### [Your assignment]
For this exercise, restate every line below word for word and drop the images.

### [Records provided]
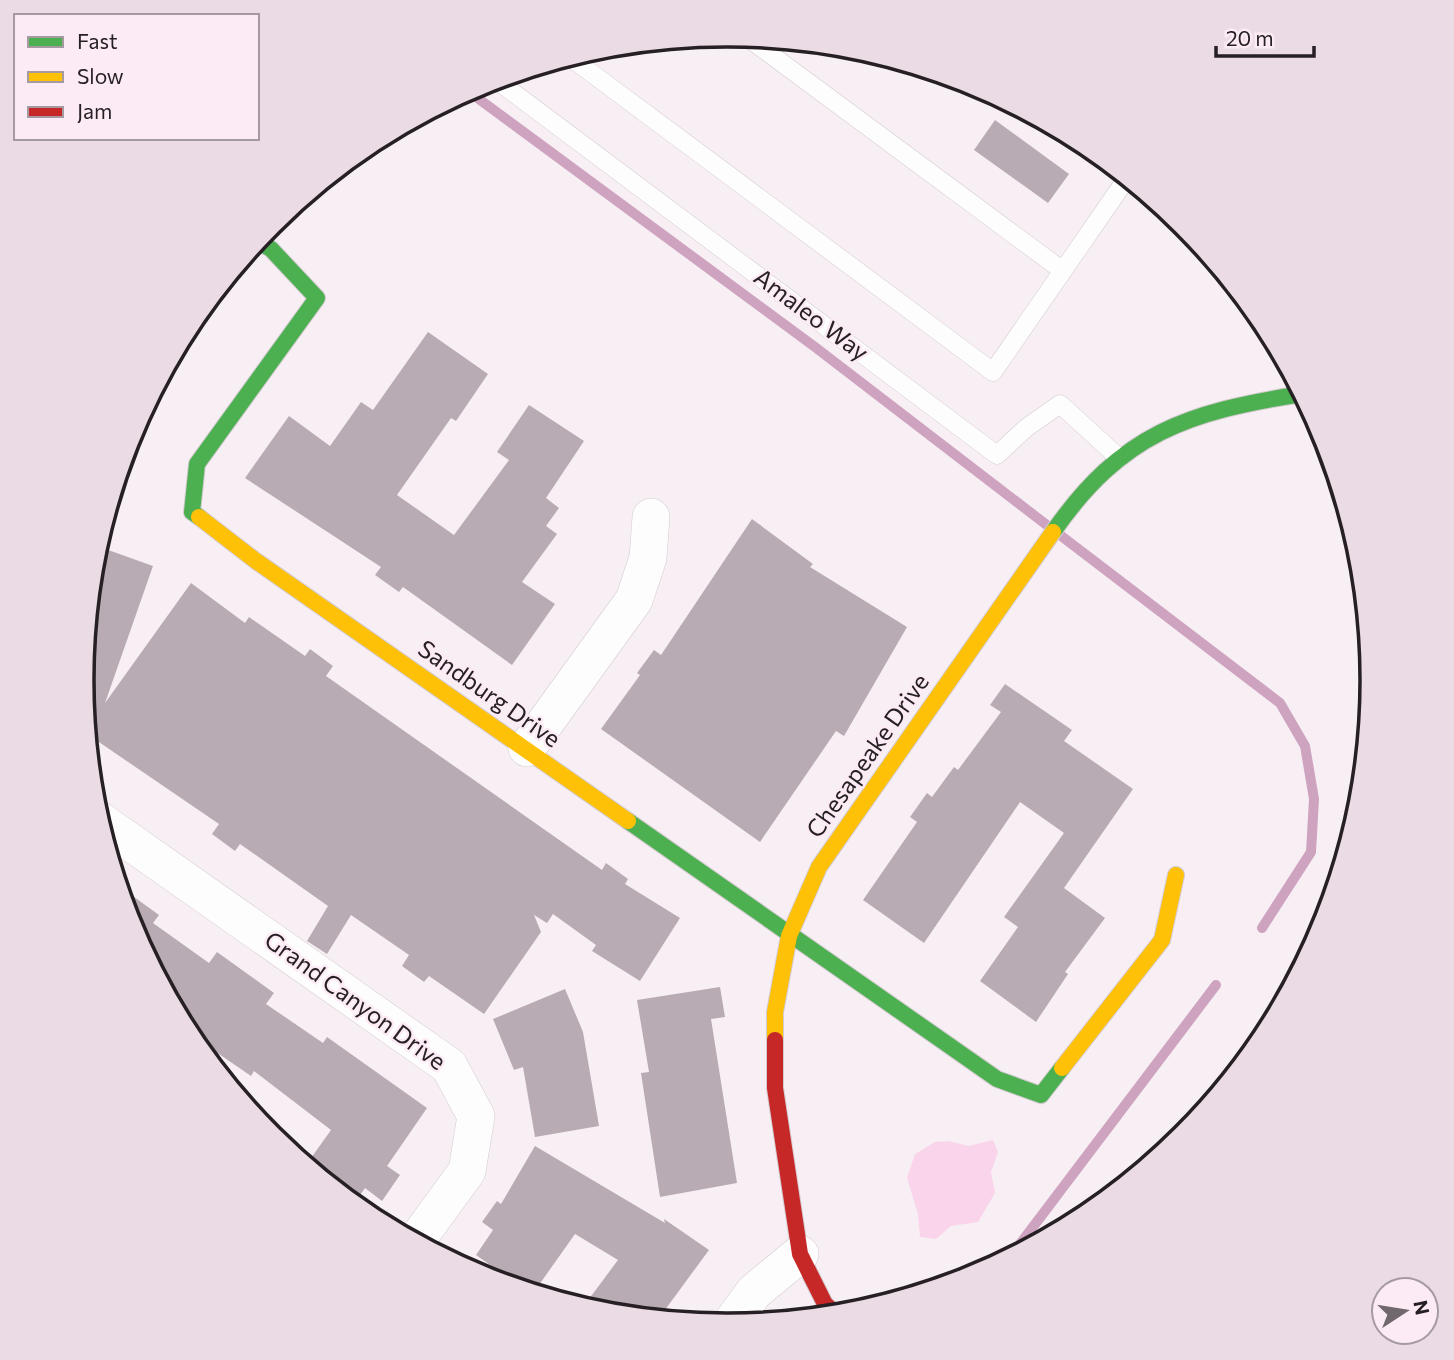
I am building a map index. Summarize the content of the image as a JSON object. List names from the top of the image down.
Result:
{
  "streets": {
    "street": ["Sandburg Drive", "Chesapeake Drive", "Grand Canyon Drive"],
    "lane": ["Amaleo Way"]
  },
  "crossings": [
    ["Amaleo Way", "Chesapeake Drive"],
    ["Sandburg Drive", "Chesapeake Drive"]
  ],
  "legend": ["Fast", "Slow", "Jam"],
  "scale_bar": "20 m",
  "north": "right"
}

### [Written answer]
I am building a map index. Summarize the content of the image as a JSON object. List names from the top of the image down.
Result:
{
  "streets": {
    "street": ["Sandburg Drive", "Chesapeake Drive", "Grand Canyon Drive"],
    "lane": ["Amaleo Way"]
  },
  "crossings": [
    ["Amaleo Way", "Chesapeake Drive"],
    ["Sandburg Drive", "Chesapeake Drive"]
  ],
  "legend": ["Fast", "Slow", "Jam"],
  "scale_bar": "20 m",
  "north": "right"
}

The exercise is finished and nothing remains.